**Directions for this task:** Copy each line below exactly as it appears. Pictures are to be omitted.

Collected data entries
───
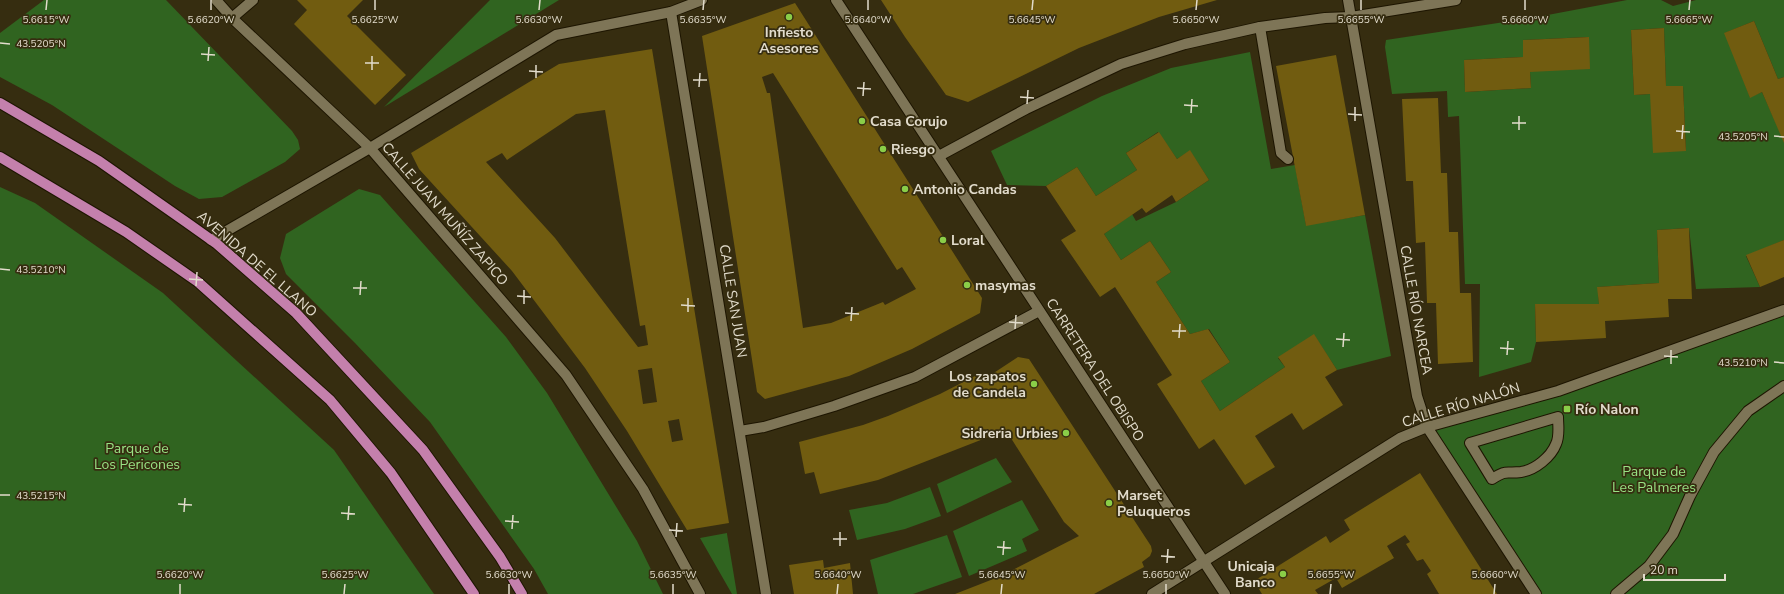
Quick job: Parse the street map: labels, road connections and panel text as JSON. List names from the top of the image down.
{
  "streets": {
    "main road": ["AVENIDA DE EL LLANO"],
    "street": [
      "CALLE JUAN MUÑÍZ ZAPICO",
      "CALLE SAN JUAN",
      "CALLE RÍO NARCEA",
      "CARRETERA DEL OBISPO",
      "CALLE RÍO NALÓN"
    ]
  },
  "crossings": [
    ["CALLE RÍO NARCEA", "CALLE RÍO NALÓN"],
    ["CARRETERA DEL OBISPO", "CALLE RÍO NALÓN"]
  ],
  "parks": ["Parque de Los Pericones", "Parque de Les Palmeres"],
  "places": {
    "other": [
      "Infiesto Asesores",
      "Casa Corujo",
      "Riesgo",
      "Antonio Candas",
      "Loral",
      "masymas",
      "Los zapatos de Candela",
      "Sidreria Urbies",
      "Marset Peluqueros",
      "Unicaja Banco"
    ],
    "transit": ["Río Nalon"]
  },
  "scale_bar": "20 m",
  "coordinates": [
    "5.6615°W",
    "5.6620°W",
    "5.6625°W",
    "5.6630°W",
    "5.6635°W",
    "5.6640°W",
    "5.6645°W",
    "5.6650°W",
    "5.6655°W",
    "5.6660°W",
    "5.6665°W",
    "43.5205°N",
    "43.5210°N",
    "43.5215°N"
  ]
}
───
**Exercise result:**
Quick job: Parse the street map: labels, road connections and panel text as JSON. List names from the top of the image down.
{
  "streets": {
    "main road": ["AVENIDA DE EL LLANO"],
    "street": [
      "CALLE JUAN MUÑÍZ ZAPICO",
      "CALLE SAN JUAN",
      "CALLE RÍO NARCEA",
      "CARRETERA DEL OBISPO",
      "CALLE RÍO NALÓN"
    ]
  },
  "crossings": [
    ["CALLE RÍO NARCEA", "CALLE RÍO NALÓN"],
    ["CARRETERA DEL OBISPO", "CALLE RÍO NALÓN"]
  ],
  "parks": ["Parque de Los Pericones", "Parque de Les Palmeres"],
  "places": {
    "other": [
      "Infiesto Asesores",
      "Casa Corujo",
      "Riesgo",
      "Antonio Candas",
      "Loral",
      "masymas",
      "Los zapatos de Candela",
      "Sidreria Urbies",
      "Marset Peluqueros",
      "Unicaja Banco"
    ],
    "transit": ["Río Nalon"]
  },
  "scale_bar": "20 m",
  "coordinates": [
    "5.6615°W",
    "5.6620°W",
    "5.6625°W",
    "5.6630°W",
    "5.6635°W",
    "5.6640°W",
    "5.6645°W",
    "5.6650°W",
    "5.6655°W",
    "5.6660°W",
    "5.6665°W",
    "43.5205°N",
    "43.5210°N",
    "43.5215°N"
  ]
}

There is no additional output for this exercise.